AP: "A column of armored vehicles flying Russian flags drove into a Ukrainian city controlled by pro-Russia demonstrators Wednesday, dampening the central government's hopes to re-establish control over restive eastern Ukraine."

AP: "A multi-story ferry carrying 459 people, mostly high school students on an overnight trip to a tourist island, sank off South Korea's southern coast Wednesday, leaving nearly 300 people missing despite a frantic, hours-long rescue by ships and helicopters. At least three people were confirmed dead and 55 injured."

Boston Globe: "A shelter-in-place order on Boylston Street has been lifted and a 25-year-old Boston man is facing charges after police executed a controlled detonation of two suspicious bags left near the Boston Marathon finish line. Just after 7 p.m. on Tuesday, on the one-year anniversary of last year's Boston Marathon bombings, police said two backpacks had been found in the area and immediately ordered people to evacuate. Authorities said the backpacks were tied to a man who goes by Kayvon Edson. Edson was captured in several videos marching down Boylston Street in a black veil, wearing a backpack, and chanting 'Boston strong.'" ...

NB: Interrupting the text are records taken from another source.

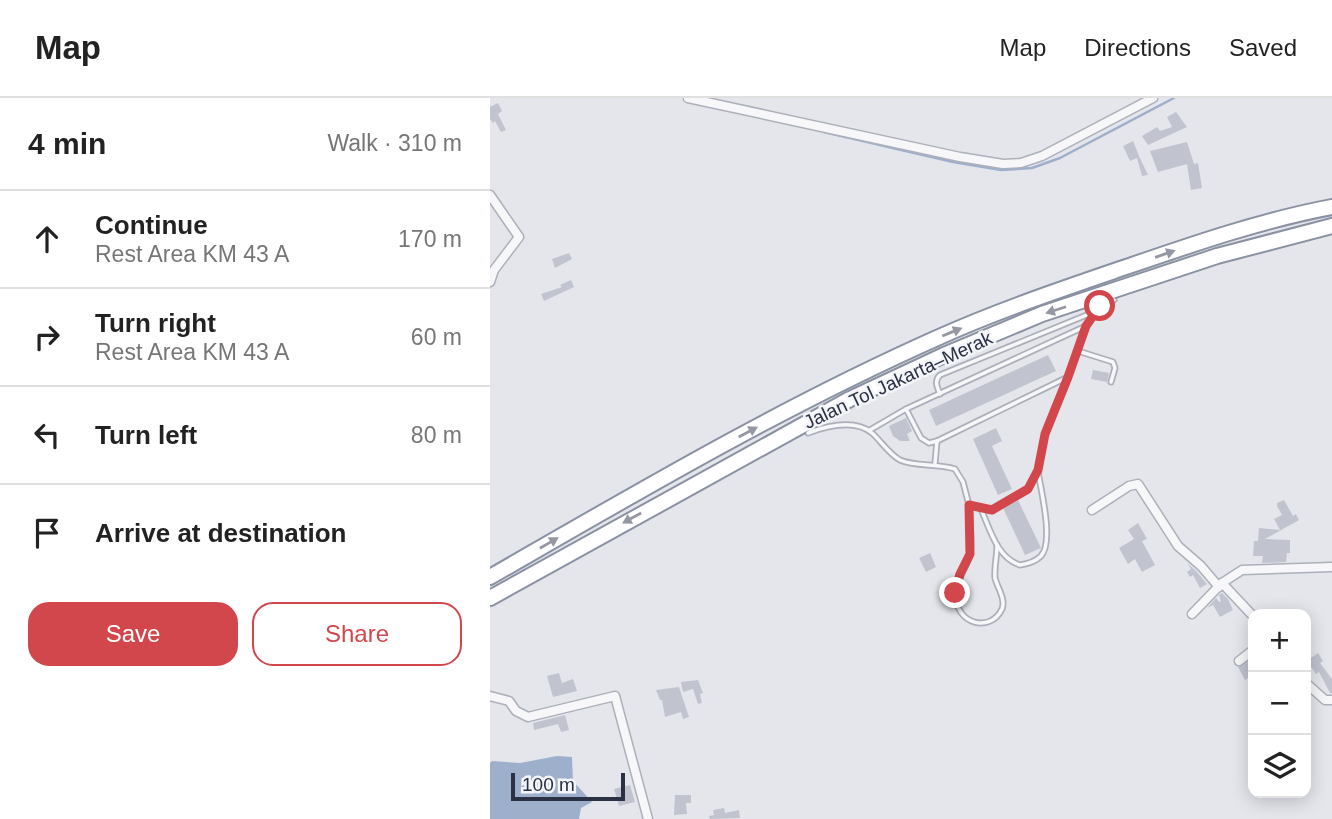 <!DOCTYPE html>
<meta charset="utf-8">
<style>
:root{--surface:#fff;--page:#f2f2f2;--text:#222;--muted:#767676;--line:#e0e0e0;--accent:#d2474b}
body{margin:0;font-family:Arial,sans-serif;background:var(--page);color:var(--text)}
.controls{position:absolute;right:21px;bottom:21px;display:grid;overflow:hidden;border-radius:14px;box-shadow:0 4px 18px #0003}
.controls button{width:63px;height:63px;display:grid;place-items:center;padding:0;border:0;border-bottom:2px solid var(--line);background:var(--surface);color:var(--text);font:35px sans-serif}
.scale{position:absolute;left:21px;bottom:18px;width:114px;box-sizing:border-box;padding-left:7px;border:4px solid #2b3145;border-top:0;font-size:19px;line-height:24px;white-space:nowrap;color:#2b3145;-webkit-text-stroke:5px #f4f5f9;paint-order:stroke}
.stop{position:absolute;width:21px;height:21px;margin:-16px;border:5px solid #d2474b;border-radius:50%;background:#fff}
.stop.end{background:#d2474b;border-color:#fff;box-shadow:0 2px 7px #0008}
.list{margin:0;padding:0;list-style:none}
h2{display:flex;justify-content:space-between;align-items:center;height:91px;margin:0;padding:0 28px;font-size:30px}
h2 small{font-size:23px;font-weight:400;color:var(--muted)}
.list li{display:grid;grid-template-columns:46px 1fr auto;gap:21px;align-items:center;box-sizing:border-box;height:98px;padding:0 28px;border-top:2px solid var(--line)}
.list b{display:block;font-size:26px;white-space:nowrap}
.list p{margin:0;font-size:23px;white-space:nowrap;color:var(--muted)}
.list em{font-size:23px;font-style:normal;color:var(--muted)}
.actions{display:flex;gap:14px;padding:21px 28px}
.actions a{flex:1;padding:16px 0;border:2px solid var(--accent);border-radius:21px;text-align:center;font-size:24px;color:var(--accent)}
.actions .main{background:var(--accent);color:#fff}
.icon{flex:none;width:38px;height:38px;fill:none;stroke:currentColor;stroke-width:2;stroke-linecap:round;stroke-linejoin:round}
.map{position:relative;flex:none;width:842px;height:721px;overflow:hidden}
header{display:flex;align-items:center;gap:42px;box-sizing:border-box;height:98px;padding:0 35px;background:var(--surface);border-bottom:2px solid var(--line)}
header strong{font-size:33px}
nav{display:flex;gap:38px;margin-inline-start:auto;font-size:24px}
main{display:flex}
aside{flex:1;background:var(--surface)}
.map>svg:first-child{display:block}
</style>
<header>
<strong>Map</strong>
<nav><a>Map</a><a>Directions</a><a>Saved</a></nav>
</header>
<main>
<aside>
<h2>4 min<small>Walk · 310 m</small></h2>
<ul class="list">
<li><svg class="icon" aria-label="ahead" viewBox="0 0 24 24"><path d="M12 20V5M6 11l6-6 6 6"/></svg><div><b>Continue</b><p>Rest Area KM 43 A</p></div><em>170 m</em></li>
<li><svg class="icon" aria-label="right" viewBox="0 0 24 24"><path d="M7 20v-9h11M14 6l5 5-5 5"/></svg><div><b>Turn right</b><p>Rest Area KM 43 A</p></div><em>60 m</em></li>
<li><svg class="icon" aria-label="left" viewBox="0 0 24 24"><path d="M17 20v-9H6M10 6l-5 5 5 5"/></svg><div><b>Turn left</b></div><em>80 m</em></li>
<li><svg class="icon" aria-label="arrive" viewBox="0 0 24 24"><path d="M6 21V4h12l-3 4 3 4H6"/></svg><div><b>Arrive at destination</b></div></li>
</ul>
<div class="actions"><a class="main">Save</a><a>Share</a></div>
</aside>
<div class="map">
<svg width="842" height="721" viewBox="0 0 842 721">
<rect width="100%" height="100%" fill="#e4e6ec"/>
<polygon fill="#9eafcc" points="67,658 82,659 83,683 102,704 91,710 89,721 0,721 0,665 2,663 30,665"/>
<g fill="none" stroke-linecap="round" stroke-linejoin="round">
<polyline stroke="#9eafcc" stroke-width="2.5" points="334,34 463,64 511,72 542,70 570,60 684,0"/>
</g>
<g fill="#c1c4cf">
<polygon points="8,5 12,13 8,16 16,32 11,34 5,23 3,25 0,21 0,9"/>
<polygon points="686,14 697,29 658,47 652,38 667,29 670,33 682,29 677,19"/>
<polygon points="643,43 649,58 658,77 652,78 647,60 640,63 633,48"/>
<polygon points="697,44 704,66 708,65 712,90 701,92 697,66 668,74 660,53"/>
<polygon points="79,155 82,161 65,170 62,161"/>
<polygon points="81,182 84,189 54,203 51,196 72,189 70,187"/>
<polygon points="558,257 566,273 446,328 439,312"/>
<polygon points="603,272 619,275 617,284 601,281"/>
<polygon points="416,320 422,333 417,336 420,343 410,343 403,338 399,328"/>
<polygon points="506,330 512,343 502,348 522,391 508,397 483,341"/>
<polygon points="528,402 551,450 535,457 513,410"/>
<polygon points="794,402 803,418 806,416 809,422 775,441 800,442 800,455 797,455 796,464 772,465 773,458 763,458 764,443 768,443 769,430 790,432 784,421 792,417 787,408 787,405"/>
<polygon points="648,425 657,441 652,443 665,467 652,474 645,461 638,466 629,450 644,441 638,432"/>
<polygon points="440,455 446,469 436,474 429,460"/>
<polygon points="697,465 706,473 717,486 710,490 703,477 700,479 697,474 701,471"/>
<polygon points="732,495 738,501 743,512 730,519 723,507 717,510 726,500 729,504 731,503 729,497"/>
<polygon points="828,555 833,563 830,565 842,581 842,595 840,595 829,574 826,576 817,563"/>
<polygon points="763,560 763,577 755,582 748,569"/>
<polygon points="69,575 72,585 83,581 87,593 63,599 57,578"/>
<polygon points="208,582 213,595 210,596 212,605 208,606 203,591 193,594 191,584"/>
<polygon points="189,589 199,619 193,621 191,614 175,619 172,602 170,602 166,592"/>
<polygon points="75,617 79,632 71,634 68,626 44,632 43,625"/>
<polygon points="140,687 145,704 129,708 124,691"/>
<polygon points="185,697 201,697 201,705 196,705 197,716 184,717"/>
<polygon points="234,710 235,715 249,712 250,720 220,721 219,718 224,717 223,712"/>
</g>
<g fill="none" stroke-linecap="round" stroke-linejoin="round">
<g stroke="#acb0ba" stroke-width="7">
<g id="lane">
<polyline points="588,253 623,264 625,270 621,284"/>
<path d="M450,296C447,289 444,283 450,277L604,214"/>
<polyline points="416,311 431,340 439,345 447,343 576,280"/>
<polyline points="380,332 416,311 596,228"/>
<path d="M318,335C337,328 365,321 382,335C391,343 399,356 410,362C425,369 447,365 465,371L473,384L479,407L501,412L538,391L548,372L555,336L578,280L596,228L606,213L624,202"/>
<polyline points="445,365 447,343"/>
<path d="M479,407C479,422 483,441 480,456C478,469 466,480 466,496C465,527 501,535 512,511C516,501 507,489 505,480C504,470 507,458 507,447"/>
<path d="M491,411C500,431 507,460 530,467C537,466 545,464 551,458C564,444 551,392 548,374"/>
</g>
</g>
<g stroke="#acb0ba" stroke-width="11">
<g id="street">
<polyline points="198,0 470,59 513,66 531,65 552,58 663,0"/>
<polyline points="0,97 29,139 4,172 0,184"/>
<polyline points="602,412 639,388 648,386 688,448 711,468 729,489"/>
<polyline points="732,485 763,518"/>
<polyline points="702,516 732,485 752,472 842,469"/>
<polyline points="749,563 763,552"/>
<polyline points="816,585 835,602 842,602"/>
<polyline points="0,598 19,603 26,613 38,619 125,598 158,721"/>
</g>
</g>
<g stroke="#8a91a3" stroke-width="18">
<g id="highway">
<path d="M0,479C146,395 292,309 447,240C509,212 575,190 639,168C706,145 773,122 842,109"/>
<polyline points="0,500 360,301 454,257 552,216 727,158 842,128"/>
</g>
</g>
<use href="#lane" stroke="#f7f7fa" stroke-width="3.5"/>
<use href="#street" stroke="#f7f7fa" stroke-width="8"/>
<use href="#highway" stroke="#fff" stroke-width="14"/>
</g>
<defs><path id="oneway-solid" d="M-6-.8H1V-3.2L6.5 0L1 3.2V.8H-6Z" transform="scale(1.75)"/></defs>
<g fill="#9598a2">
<use href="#oneway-solid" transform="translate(675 156) rotate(-19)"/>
<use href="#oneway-solid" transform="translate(566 212) rotate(162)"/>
<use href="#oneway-solid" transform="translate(462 234) rotate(-22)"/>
<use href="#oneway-solid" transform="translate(258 334) rotate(-28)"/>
<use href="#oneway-solid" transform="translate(142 420) rotate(151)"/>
<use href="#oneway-solid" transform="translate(59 445) rotate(-30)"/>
</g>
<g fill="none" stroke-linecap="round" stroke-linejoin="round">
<polyline stroke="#d2474b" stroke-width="9" points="465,495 470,476 480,456 479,407 502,412 538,391 548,372 555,336 578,279 596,228 610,208"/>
</g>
<g text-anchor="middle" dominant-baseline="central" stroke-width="5" stroke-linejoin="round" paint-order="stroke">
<g font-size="19" fill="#2b3145" stroke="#f4f5f9">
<text transform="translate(408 282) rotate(-25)">Jalan Tol Jakarta–Merak</text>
</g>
</g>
</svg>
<div class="controls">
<button>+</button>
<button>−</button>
<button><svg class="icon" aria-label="layers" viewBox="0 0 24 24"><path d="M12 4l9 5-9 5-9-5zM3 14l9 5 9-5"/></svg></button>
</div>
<div class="scale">100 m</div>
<div class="stop" style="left:610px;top:208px"></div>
<div class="stop end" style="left:465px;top:495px"></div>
</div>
</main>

     ... UPDATE: "A man who was arrested after suspicious bags were found near the Boston Marathon finish line was arraigned today in Boston Municipal Court. Kevin Edson, 25, of Boston is being charged with possession of a hoax explosive, threatening battery, threats to commit a crime, disturbing the peace, disturbing a public assembly, and disorderly conduct, according to the Boston Police Department. Edson is being held on $100,000 bail and is being sent to Bridgewater State Hospital for an evaluation, the Associated Press reports."